> **Problem to work on**: Copy out the lines of the material that include the string "linear".

BEGIN

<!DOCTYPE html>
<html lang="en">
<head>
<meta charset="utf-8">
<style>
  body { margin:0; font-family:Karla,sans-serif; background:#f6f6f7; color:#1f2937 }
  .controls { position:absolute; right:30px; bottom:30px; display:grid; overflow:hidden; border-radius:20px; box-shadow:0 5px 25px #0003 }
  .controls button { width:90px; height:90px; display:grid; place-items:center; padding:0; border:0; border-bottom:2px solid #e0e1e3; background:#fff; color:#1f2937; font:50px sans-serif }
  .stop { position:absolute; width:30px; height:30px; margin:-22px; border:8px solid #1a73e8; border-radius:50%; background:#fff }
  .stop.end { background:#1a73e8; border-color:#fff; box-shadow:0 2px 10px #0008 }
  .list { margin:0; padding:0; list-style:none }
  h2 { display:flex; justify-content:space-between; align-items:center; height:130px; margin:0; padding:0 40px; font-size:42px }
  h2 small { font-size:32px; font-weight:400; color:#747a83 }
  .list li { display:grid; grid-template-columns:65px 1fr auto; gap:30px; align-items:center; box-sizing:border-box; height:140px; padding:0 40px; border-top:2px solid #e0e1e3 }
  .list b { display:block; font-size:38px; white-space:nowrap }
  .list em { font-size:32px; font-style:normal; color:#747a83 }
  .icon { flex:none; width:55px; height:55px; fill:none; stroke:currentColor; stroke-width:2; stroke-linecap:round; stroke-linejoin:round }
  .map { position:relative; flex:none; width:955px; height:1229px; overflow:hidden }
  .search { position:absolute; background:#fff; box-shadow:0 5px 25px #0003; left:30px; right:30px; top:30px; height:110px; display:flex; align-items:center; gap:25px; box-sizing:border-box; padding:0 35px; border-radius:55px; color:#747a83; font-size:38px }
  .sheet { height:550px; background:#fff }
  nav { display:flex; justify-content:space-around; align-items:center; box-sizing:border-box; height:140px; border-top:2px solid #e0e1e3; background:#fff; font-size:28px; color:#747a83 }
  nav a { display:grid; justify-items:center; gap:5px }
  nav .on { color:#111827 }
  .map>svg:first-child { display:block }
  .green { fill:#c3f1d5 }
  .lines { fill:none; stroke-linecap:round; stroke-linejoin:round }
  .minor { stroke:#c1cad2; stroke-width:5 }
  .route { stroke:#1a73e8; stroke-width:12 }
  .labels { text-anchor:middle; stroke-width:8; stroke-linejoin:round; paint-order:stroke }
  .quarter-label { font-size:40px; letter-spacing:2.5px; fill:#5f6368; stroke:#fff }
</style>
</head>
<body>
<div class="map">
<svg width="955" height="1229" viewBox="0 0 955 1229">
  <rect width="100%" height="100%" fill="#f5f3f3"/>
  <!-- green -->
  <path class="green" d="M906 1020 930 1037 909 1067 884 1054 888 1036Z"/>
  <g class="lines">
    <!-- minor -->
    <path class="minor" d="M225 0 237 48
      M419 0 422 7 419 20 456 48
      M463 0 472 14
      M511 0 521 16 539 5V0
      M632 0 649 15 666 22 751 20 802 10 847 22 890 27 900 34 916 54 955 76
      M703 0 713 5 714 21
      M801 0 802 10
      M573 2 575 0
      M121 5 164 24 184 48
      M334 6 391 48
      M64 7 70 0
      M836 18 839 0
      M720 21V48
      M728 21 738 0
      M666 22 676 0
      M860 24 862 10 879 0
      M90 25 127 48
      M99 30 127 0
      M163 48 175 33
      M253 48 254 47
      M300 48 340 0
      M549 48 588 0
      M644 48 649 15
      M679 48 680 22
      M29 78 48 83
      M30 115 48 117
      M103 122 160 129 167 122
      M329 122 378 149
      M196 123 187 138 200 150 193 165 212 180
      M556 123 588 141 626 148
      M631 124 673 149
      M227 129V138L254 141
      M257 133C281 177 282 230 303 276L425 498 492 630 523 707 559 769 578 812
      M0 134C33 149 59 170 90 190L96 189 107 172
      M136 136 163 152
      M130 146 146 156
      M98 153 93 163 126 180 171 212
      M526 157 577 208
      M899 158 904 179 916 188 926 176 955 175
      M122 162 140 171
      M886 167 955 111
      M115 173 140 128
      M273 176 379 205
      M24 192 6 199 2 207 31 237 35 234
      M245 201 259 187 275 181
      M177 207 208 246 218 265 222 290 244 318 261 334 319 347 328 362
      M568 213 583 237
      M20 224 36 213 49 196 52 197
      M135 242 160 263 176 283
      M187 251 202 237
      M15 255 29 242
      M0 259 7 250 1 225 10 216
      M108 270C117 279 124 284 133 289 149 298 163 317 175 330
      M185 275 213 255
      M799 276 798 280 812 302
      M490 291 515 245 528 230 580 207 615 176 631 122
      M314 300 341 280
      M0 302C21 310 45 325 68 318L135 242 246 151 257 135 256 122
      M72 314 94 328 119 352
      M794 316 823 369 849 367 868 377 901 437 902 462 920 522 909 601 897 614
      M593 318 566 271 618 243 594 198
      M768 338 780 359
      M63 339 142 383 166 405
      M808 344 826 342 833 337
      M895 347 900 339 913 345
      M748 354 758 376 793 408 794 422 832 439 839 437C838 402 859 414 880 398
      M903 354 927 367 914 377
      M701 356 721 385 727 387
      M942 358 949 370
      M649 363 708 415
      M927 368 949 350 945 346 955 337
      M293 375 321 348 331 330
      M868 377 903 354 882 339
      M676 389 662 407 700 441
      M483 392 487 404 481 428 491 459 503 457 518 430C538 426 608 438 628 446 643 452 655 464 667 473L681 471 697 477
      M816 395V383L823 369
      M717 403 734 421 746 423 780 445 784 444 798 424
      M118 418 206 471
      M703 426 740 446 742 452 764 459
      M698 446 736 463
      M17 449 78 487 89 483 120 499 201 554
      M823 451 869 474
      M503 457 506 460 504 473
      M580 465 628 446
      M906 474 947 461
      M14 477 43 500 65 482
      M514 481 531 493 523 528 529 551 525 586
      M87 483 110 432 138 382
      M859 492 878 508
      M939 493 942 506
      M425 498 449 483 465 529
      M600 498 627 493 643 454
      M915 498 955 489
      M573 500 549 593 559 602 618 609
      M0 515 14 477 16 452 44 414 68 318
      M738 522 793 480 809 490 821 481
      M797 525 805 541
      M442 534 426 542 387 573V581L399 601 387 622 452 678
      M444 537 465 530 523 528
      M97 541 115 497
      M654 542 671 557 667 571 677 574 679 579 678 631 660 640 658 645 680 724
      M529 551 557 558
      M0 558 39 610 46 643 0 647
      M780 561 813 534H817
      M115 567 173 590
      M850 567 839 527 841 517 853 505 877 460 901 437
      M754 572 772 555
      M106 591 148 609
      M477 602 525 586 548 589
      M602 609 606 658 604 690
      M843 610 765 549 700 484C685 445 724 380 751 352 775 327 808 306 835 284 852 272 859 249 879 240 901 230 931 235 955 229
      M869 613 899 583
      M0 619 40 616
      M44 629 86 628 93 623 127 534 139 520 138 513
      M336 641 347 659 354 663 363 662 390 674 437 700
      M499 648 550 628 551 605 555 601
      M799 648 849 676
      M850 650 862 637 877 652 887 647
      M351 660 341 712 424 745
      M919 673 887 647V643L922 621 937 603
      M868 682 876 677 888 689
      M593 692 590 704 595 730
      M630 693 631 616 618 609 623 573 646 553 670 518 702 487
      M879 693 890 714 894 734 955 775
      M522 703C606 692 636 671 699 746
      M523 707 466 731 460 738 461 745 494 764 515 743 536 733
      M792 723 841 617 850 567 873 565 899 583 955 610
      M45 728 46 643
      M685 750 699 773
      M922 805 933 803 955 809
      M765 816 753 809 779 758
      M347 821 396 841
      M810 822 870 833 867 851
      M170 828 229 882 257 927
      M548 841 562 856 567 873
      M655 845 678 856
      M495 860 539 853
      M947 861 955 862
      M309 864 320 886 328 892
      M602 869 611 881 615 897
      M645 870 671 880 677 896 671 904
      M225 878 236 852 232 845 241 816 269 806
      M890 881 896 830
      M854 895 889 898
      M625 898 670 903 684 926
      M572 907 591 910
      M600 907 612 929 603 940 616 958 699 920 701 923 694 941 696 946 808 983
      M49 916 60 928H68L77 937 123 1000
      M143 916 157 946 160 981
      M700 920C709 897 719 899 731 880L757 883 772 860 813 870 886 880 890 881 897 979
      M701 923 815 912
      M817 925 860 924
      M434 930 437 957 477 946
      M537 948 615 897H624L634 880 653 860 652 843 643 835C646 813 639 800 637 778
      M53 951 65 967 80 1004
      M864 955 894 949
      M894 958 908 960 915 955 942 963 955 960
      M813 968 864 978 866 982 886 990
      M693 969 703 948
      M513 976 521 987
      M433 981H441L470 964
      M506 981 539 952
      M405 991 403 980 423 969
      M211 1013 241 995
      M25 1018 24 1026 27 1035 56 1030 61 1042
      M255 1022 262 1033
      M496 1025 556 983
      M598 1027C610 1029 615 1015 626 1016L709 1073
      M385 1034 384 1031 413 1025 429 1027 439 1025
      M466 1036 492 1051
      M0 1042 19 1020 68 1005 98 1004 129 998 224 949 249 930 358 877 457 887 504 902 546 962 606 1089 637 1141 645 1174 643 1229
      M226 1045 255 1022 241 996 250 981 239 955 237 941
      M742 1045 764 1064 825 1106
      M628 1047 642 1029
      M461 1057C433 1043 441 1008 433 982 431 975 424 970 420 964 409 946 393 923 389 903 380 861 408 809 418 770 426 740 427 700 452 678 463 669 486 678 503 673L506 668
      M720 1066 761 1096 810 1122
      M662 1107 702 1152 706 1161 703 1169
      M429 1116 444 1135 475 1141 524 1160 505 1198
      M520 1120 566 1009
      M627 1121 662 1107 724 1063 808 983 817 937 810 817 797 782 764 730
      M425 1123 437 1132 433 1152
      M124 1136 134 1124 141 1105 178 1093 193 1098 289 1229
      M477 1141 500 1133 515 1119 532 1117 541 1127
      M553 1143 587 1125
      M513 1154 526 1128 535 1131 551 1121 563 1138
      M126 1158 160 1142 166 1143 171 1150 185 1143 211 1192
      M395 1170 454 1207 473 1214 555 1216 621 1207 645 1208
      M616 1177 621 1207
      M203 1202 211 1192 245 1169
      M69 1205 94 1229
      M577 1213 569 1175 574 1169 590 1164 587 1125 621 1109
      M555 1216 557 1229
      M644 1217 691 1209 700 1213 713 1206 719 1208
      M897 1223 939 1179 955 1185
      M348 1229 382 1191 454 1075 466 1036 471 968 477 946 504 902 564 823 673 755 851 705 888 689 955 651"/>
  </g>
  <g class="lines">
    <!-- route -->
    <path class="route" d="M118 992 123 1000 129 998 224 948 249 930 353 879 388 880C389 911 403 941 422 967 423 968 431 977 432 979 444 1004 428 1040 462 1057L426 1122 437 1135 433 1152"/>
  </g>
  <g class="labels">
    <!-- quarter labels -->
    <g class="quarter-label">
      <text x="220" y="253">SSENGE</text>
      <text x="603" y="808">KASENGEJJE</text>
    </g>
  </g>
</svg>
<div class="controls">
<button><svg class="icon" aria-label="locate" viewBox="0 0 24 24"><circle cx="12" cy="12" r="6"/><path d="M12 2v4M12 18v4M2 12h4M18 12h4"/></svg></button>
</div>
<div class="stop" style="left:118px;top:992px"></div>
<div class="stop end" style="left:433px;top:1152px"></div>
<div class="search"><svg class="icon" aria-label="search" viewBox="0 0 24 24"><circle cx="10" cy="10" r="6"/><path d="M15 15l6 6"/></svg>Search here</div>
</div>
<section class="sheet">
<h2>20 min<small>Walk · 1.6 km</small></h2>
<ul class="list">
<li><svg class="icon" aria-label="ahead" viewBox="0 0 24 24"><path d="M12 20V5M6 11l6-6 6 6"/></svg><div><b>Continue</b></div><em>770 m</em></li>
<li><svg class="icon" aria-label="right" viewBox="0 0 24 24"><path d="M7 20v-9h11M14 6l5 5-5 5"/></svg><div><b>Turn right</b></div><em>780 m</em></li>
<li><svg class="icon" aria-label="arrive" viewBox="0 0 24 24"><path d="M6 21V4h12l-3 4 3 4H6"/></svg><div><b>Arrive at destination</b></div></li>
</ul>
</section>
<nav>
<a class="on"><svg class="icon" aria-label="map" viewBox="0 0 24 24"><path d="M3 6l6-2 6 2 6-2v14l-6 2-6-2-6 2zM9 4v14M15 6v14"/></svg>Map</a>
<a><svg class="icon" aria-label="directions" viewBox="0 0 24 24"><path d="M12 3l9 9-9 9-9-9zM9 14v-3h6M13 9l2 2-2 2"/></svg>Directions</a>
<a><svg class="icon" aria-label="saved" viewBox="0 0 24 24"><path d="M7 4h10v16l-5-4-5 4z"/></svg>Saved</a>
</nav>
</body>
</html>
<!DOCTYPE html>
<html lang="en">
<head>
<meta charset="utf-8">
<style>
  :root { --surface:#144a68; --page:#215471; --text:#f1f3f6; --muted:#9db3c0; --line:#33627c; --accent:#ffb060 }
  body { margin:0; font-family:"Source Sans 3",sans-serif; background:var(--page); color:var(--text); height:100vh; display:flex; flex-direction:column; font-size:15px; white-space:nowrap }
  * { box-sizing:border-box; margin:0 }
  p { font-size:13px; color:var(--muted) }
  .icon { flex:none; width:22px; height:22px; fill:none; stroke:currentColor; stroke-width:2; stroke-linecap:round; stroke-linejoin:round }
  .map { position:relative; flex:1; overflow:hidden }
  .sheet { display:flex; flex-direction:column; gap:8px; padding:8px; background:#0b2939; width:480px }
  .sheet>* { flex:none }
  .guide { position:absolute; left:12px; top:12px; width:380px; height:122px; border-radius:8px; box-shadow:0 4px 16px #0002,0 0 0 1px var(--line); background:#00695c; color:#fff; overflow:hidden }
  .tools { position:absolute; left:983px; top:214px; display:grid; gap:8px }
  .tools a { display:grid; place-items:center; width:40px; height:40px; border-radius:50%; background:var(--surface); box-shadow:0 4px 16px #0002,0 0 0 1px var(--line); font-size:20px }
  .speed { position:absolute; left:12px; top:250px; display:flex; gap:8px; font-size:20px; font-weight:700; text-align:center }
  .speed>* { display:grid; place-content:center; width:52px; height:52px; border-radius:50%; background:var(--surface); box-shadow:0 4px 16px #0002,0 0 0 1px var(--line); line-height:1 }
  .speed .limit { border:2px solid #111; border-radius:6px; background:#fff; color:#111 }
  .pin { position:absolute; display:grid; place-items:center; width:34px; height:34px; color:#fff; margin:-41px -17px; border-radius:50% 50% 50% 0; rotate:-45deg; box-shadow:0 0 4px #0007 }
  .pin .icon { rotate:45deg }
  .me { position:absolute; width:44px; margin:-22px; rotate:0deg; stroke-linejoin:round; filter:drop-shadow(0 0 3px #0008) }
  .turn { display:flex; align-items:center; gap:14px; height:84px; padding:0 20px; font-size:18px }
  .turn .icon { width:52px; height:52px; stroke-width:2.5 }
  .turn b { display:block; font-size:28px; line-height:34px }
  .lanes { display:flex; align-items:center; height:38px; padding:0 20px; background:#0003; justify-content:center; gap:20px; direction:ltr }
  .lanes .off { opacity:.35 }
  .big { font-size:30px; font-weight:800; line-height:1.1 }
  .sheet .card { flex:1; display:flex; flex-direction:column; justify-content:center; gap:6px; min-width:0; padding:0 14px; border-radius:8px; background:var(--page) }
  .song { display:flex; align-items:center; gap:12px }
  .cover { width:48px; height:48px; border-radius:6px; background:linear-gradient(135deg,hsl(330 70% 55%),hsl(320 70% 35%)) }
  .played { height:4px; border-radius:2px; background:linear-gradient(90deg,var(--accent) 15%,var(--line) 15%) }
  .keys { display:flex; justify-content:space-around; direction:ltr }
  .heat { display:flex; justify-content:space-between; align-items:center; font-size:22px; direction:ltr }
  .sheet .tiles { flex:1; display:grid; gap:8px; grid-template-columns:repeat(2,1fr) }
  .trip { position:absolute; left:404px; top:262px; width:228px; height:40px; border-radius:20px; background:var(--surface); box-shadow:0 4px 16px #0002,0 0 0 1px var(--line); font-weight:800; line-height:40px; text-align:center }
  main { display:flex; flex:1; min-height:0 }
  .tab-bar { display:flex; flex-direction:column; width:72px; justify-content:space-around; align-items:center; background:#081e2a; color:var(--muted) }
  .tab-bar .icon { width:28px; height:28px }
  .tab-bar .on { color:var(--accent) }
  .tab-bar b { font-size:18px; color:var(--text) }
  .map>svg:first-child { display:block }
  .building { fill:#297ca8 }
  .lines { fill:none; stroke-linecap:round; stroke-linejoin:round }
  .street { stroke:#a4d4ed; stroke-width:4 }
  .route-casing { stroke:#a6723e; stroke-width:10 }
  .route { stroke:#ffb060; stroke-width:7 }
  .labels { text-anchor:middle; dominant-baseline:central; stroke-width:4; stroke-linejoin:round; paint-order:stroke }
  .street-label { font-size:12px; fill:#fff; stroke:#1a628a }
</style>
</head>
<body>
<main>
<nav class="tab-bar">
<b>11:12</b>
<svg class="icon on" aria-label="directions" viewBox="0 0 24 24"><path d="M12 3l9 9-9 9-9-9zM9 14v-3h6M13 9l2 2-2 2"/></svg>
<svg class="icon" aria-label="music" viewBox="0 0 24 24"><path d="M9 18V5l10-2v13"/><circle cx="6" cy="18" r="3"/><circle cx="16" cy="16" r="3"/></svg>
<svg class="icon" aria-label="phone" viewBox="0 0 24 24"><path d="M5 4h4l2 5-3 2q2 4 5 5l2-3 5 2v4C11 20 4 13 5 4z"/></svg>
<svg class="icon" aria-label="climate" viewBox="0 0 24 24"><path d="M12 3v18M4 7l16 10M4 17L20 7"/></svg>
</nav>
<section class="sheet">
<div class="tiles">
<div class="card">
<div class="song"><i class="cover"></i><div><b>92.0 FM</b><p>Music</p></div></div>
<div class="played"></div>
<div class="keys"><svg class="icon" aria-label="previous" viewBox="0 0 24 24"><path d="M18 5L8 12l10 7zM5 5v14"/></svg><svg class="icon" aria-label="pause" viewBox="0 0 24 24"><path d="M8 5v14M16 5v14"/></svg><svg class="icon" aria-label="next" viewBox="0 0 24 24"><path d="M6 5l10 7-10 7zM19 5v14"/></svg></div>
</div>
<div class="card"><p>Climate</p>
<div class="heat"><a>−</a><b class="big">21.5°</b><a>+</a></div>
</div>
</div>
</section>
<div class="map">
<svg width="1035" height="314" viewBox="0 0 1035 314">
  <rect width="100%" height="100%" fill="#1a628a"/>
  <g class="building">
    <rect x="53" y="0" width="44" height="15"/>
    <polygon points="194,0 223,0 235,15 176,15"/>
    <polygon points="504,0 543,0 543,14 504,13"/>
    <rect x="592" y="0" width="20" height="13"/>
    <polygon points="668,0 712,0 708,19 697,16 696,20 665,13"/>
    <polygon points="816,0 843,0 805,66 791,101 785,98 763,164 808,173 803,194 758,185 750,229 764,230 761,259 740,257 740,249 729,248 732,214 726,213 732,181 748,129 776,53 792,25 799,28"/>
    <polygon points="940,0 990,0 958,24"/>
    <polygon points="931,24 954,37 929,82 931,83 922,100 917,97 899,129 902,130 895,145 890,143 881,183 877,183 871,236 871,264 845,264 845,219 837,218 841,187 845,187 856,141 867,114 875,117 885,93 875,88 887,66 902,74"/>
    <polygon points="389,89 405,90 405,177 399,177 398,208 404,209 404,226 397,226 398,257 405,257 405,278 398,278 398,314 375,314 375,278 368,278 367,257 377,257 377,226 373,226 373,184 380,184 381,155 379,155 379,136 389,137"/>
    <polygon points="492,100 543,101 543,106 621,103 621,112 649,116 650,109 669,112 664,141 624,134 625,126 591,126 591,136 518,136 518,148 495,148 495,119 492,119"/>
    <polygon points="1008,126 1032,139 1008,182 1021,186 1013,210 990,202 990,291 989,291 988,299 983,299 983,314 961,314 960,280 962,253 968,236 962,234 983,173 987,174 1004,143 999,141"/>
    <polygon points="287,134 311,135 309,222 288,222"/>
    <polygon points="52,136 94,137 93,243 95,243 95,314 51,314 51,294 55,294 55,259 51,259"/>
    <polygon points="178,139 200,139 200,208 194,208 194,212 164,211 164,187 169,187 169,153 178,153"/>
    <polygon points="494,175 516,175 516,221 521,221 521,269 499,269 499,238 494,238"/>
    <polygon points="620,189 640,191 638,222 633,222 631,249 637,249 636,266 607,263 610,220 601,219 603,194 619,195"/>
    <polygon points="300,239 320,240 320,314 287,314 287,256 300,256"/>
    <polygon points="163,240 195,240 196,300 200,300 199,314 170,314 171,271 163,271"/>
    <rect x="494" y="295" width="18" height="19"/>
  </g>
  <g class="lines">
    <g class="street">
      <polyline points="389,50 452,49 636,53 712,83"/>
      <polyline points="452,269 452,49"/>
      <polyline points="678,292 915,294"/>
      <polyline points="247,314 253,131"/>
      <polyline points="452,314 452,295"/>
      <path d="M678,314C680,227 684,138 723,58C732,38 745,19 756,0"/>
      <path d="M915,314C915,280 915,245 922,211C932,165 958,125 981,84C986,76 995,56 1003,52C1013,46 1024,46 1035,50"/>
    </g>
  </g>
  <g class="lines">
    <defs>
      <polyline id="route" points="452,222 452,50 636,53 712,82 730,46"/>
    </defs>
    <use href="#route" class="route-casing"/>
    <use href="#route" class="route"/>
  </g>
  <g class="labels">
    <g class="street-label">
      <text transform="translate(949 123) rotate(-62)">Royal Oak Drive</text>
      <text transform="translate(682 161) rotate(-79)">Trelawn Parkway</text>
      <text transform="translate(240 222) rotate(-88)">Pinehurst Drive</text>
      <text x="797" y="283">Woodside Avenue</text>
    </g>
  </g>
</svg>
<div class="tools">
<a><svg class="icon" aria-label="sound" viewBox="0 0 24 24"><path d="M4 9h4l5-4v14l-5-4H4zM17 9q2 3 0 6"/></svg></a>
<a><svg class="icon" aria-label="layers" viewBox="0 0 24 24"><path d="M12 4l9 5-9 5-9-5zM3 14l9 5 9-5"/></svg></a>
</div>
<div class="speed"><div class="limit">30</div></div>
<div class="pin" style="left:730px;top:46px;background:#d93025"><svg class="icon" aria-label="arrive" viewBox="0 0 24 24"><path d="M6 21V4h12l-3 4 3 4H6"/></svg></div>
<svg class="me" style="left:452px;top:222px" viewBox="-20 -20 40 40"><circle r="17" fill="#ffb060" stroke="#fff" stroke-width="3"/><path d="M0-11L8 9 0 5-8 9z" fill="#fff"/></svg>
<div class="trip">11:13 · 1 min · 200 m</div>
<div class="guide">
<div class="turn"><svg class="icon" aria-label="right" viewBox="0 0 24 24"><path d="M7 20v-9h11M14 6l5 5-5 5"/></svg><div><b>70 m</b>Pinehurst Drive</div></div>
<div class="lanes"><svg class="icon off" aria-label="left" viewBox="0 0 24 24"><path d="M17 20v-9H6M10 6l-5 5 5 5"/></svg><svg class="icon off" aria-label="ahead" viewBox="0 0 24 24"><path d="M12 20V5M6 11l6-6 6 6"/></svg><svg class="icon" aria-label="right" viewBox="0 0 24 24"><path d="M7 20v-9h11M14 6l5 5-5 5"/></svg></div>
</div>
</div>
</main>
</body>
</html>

END

> **Exercise response**:
  .cover { width:48px; height:48px; border-radius:6px; background:linear-gradient(135deg,hsl(330 70% 55%),hsl(320 70% 35%)) }
  .played { height:4px; border-radius:2px; background:linear-gradient(90deg,var(--accent) 15%,var(--line) 15%) }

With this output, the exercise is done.